Junk earned his first win since April 28 by giving Miami the kind of start the club had often lacked earlier in the season. He allowed one run and eight hits, all singles, and worked long enough to let the bullpen protect a lead that kept growing. For a Marlins team trying to stabilize itself over a long year, that kind of outing mattered as much as the final score. Miami also improved to 14-5 all-time at Rogers Centre, a useful reminder that the club has handled this setting well.

The offense did not depend on one swing or one inning. Kyle Stowers went 2-for-4 with two doubles and two RBIs, and Javier Sanoja matched him with a 2-for-4 night, two doubles and two RBIs. Miami scored once in the first, added another run in the fifth, then broke the game open with three in the sixth and three more in the eighth. That scoring pattern showed a lineup producing pressure throughout the order rather than waiting for one isolated rally. Owen Caissie, who grew up in Burlington, Ontario, also chipped in with two hits and an RBI against Miami, adding another layer to a game that featured several Canadian ties.

AI-generated illustration
AI-generated illustration

Toronto had chances to shift the game early, but the Blue Jays never turned those opportunities into the kind of inning that could change the night.

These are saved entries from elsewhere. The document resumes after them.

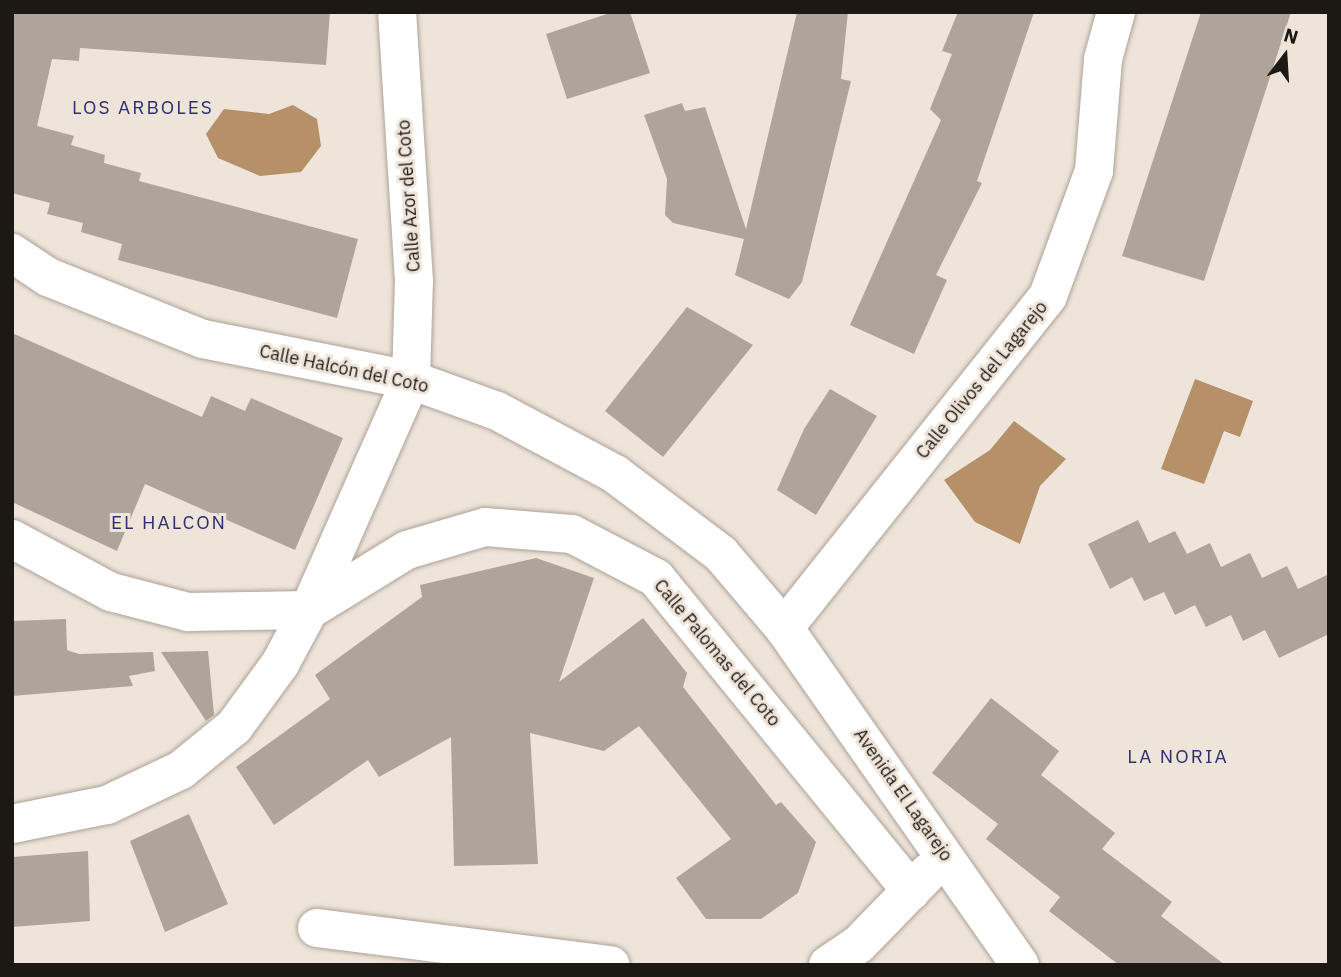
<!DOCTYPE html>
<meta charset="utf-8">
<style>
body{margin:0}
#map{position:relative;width:1341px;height:977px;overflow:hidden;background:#efe4d9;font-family:"IBM Plex Sans",sans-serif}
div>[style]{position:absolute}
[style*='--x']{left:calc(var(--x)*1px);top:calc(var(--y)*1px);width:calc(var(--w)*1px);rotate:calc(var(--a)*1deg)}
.water>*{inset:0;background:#b59069}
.building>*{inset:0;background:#afa49a}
.roads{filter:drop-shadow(0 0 2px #aca298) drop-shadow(0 0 2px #aca298)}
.street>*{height:38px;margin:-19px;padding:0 19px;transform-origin:19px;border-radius:19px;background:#fff}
span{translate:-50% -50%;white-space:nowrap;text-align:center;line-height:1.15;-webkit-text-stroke:6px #efe4d9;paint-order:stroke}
.street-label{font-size:18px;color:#1c1814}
.neighbourhood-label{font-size:19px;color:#2d306b;letter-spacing:2px}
.frame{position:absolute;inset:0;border:14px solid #1c1814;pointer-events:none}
.north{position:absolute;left:1250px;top:21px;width:70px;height:70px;-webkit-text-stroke:5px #efe4d9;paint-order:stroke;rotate:17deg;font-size:19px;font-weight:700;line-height:28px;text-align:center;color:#1c1814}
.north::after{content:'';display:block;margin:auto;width:24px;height:32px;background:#1c1814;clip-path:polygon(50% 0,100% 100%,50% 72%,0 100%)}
</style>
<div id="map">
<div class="water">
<i style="clip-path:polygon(293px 105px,317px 119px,321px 146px,301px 172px,260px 176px,218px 158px,206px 134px,224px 109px,269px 114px)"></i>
<i style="clip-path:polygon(1195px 379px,1253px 401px,1240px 437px,1224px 431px,1204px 484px,1161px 469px)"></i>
<i style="clip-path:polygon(1014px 421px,1066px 459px,1040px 486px,1020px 544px,975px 522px,944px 480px,990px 450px)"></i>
</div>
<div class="building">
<i style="clip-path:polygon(12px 12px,330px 12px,326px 65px,80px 48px,79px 61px,52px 59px,37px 126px,74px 136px,71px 145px,105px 155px,104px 163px,141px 173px,139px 181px,358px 239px,337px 318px,118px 260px,122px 244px,81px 232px,83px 223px,47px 214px,50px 203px,12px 193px)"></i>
<i style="clip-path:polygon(613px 12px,630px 12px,650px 73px,567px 99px,546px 34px)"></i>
<i style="clip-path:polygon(797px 12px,848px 12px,841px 79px,851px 81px,802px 282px,789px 299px,735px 275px,744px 239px,673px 223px,665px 215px,667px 179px,644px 115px,682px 103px,685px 111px,705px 107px,746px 229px)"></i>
<i style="clip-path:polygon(958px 12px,1034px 12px,977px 181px,982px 183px,936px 275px,947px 280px,914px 354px,850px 325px,941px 120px,930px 109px,952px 54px,942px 51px)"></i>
<i style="clip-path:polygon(1201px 12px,1291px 12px,1204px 281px,1122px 256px)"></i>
<i style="clip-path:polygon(687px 307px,753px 345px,663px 457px,605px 411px)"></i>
<i style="clip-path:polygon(12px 333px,202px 417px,211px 396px,245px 411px,251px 398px,343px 438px,295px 550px,145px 484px,117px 551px,12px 502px)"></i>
<i style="clip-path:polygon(830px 389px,877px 416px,816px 515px,777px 490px,804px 429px)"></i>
<i style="clip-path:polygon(1138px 520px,1149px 543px,1175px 531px,1187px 554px,1210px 543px,1221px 567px,1250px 553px,1262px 578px,1287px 566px,1298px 589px,1329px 574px,1329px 634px,1279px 658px,1265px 630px,1243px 641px,1231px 615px,1206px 627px,1195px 605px,1175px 615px,1164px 592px,1144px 601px,1132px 577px,1110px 589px,1088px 544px)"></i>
<i style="clip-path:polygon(536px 558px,594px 578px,559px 682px,643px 618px,687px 673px,683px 687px,776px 805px,781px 802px,816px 842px,798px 893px,761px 919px,706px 919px,676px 878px,731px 839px,639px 726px,604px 751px,530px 733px,538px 864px,454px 866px,451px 737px,379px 777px,368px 760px,274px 825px,236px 767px,330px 699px,315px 675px,422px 597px,420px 585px)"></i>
<i style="clip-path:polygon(66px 619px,67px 650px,79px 654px,153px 652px,155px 671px,129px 676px,133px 686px,12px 696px,12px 621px)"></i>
<i style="clip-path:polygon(208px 651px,214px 715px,206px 721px,161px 652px)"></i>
<i style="clip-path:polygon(991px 698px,1059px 751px,1041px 775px,1115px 833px,1102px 849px,1172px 902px,1161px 916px,1225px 965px,1119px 965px,1049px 911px,1060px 897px,986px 839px,998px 824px,932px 773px)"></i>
<i style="clip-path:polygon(189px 814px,228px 904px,165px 932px,130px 841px)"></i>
<i style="clip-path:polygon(88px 851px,90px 921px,12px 927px,12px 857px)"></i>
</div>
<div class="roads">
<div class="street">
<i style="--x:12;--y:253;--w:43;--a:33.7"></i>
<i style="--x:48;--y:277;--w:167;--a:21.8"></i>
<i style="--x:203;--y:339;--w:212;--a:11.2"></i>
<i style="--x:411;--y:380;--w:91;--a:19.8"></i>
<i style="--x:497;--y:411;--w:134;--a:28.1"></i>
<i style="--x:615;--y:474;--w:133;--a:37"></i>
<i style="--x:721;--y:554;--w:97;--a:49.6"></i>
<i style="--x:784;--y:628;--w:411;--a:55"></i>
<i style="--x:12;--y:539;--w:112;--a:28.2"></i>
<i style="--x:111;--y:592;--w:80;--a:14.6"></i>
<i style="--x:188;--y:612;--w:121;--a:-0.9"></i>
<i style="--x:309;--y:610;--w:115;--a:-31.5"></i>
<i style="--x:407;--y:550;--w:81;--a:-16.4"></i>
<i style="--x:485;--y:527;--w:87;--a:4.6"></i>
<i style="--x:572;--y:534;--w:95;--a:27.6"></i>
<i style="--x:656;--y:578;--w:404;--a:50.8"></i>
<i style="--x:784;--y:628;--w:424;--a:-51.5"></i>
<i style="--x:1048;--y:296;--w:133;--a:-69.8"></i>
<i style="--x:1094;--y:171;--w:112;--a:-85.4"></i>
<i style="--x:1103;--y:59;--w:49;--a:-74.5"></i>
<i style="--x:12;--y:824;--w:97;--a:-11.3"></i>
<i style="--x:107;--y:805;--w:82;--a:-25.3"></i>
<i style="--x:181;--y:770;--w:68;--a:-39.1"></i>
<i style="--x:234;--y:727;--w:78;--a:-53.9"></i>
<i style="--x:280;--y:664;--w:61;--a:-61.8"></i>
<i style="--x:309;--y:610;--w:252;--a:-66.1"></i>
<i style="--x:411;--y:380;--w:99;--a:-88.3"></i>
<i style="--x:414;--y:281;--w:270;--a:-93.6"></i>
<i style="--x:317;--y:928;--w:296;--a:7.2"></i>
<i style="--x:828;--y:965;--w:37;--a:-34"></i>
<i style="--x:859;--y:944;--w:100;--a:-45.8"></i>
</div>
</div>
<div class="street-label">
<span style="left:409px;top:196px;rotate:-94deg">Calle Azor del Coto</span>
<span style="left:344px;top:369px;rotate:12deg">Calle Halcón del Coto</span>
<span style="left:982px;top:380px;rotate:-51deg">Calle Olivos del Lagarejo</span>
<span style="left:717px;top:653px;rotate:50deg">Calle Palomas del Coto</span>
<span style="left:903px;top:795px;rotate:55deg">Avenida El Lagarejo</span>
</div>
<div class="neighbourhood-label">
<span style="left:143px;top:108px">LOS ARBOLES</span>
<span style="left:169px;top:523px">EL HALCON</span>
<span style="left:1178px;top:757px">LA NORIA</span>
</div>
<div class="frame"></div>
<div class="north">N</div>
</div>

Rookie left fielder Yohendrick Piñango made two misplays in the sixth that directly led to three Miami runs, and those mistakes helped turn a close contest into a lopsided one. Trey Yesavage allowed five runs in 6 2/3 innings, Ernie Clement hit a solo home run, and Toronto dropped its second straight after winning four in a row.

For Miami, the result carried more weight than a routine May win. The Marlins have now strung together four straight victories while getting production from multiple spots in the lineup and enough stability from the mound to avoid handing away leads. If that balance holds, this stretch could be more than a hot week. It could be a sign that Miami is quietly correcting the flaws that had defined its season.